Please give only the number of lines in the listing below that contain "position".
-------
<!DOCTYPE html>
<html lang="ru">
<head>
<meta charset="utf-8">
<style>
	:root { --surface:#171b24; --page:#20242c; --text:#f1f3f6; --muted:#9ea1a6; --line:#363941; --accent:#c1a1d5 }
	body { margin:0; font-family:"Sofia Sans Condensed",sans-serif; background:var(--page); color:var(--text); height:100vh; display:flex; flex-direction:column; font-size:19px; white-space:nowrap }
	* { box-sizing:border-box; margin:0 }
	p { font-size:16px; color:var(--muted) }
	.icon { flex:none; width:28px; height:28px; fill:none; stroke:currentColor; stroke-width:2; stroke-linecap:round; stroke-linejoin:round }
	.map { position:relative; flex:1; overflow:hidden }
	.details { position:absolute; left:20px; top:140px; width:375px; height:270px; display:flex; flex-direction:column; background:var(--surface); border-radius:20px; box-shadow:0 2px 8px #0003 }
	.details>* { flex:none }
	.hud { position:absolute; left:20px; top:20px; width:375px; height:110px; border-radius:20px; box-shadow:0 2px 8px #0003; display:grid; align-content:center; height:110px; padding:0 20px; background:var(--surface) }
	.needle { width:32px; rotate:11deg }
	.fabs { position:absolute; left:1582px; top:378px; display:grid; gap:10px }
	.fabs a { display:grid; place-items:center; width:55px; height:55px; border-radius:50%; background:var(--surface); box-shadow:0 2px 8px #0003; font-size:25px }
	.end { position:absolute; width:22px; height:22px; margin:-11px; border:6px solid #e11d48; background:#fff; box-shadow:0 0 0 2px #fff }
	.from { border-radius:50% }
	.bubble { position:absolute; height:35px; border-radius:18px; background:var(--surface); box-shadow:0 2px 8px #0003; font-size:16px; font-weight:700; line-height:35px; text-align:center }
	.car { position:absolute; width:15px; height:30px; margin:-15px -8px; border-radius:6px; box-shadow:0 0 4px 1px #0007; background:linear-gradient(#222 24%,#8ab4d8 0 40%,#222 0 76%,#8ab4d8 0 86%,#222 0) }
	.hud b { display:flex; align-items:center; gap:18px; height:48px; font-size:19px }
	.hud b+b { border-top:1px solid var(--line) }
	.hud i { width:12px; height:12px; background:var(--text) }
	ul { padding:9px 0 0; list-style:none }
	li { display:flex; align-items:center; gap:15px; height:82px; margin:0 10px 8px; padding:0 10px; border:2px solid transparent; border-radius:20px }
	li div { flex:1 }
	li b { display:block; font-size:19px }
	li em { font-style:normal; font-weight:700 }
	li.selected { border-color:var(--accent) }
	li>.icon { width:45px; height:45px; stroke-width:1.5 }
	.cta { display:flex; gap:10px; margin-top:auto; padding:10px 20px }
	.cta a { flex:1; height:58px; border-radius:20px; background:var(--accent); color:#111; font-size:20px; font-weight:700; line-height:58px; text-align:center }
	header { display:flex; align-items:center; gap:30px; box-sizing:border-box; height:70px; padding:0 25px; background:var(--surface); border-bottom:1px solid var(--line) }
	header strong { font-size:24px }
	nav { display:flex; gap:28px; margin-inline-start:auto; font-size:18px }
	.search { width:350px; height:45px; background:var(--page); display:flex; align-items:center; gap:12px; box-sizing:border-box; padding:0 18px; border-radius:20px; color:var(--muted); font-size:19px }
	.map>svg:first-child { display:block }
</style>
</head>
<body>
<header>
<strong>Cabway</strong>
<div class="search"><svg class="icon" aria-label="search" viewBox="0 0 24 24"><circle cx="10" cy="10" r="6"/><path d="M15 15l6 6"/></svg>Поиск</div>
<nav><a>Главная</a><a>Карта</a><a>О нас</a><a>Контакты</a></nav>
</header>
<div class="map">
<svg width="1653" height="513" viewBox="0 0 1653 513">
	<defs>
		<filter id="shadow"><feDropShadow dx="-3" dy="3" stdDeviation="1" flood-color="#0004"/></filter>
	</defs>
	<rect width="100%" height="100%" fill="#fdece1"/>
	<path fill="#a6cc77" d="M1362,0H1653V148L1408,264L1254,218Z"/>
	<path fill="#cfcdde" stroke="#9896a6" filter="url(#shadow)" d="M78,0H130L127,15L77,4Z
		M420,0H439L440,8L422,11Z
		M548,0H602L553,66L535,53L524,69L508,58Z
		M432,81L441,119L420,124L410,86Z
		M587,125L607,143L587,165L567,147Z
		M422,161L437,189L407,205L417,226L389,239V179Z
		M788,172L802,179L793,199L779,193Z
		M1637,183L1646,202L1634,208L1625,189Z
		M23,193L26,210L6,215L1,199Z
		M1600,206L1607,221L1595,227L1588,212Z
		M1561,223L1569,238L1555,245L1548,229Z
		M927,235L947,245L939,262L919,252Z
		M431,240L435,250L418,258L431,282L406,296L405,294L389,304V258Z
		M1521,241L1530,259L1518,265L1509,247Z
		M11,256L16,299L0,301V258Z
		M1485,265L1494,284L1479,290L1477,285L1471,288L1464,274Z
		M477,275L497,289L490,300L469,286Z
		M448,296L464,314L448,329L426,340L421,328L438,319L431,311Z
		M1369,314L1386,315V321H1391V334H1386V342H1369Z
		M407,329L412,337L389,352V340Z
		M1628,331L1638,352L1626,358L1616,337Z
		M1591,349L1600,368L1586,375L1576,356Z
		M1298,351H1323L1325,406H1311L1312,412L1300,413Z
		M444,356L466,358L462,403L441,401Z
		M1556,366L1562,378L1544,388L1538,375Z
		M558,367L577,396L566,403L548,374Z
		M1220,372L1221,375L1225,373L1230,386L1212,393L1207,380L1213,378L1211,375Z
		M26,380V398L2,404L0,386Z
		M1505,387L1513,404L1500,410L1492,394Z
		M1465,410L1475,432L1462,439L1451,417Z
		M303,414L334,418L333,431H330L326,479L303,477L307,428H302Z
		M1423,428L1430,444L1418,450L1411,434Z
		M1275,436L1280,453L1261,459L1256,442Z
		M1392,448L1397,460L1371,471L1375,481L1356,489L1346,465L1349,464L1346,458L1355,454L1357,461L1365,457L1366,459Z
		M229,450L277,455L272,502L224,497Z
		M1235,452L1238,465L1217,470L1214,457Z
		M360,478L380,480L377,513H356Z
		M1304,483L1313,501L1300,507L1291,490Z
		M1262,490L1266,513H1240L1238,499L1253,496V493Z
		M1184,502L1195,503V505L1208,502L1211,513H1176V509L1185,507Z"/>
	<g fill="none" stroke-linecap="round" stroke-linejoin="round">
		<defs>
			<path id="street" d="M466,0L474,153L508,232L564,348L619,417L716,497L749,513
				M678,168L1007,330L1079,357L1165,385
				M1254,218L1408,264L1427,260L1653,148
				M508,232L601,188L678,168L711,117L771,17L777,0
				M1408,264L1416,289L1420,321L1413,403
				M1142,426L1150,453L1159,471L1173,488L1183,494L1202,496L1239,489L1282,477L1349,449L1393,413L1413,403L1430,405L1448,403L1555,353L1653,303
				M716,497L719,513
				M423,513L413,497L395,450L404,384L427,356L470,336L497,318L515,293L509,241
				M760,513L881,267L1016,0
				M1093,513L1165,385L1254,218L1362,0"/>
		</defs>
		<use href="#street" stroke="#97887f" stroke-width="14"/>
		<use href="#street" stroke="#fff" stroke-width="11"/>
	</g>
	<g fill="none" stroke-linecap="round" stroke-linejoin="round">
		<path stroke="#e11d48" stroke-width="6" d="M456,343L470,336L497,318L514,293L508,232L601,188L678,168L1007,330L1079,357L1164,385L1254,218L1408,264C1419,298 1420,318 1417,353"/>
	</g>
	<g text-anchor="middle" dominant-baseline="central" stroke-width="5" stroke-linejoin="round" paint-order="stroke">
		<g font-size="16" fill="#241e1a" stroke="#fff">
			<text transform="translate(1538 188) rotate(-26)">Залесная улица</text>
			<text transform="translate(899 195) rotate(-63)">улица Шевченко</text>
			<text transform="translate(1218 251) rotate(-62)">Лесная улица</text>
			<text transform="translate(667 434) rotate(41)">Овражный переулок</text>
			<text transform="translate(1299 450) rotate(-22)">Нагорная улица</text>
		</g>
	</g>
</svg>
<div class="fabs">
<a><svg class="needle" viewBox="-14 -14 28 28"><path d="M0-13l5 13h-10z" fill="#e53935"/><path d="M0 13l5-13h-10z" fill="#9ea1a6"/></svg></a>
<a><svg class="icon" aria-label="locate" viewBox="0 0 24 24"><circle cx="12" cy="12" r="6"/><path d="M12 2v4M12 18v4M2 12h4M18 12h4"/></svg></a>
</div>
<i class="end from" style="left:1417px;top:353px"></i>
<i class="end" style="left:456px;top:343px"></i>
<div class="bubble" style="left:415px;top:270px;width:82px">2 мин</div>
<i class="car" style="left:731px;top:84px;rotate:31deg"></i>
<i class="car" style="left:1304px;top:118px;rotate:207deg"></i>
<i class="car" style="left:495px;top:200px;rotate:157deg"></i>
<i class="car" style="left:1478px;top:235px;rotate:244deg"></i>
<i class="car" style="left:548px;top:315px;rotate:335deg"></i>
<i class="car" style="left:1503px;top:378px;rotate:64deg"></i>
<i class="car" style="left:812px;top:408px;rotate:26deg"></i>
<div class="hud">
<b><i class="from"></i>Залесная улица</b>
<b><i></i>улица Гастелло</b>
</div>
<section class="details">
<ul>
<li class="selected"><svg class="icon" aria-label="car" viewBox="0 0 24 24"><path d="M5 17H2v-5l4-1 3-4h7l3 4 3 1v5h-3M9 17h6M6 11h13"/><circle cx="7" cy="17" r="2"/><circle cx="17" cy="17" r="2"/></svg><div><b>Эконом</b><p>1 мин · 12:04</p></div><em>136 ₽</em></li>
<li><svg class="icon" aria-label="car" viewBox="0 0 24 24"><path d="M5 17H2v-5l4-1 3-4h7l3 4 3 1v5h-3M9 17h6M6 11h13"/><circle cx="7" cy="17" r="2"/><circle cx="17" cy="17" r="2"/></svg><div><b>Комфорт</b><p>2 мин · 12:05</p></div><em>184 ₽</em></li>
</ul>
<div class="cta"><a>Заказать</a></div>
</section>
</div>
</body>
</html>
-------
Completed task
7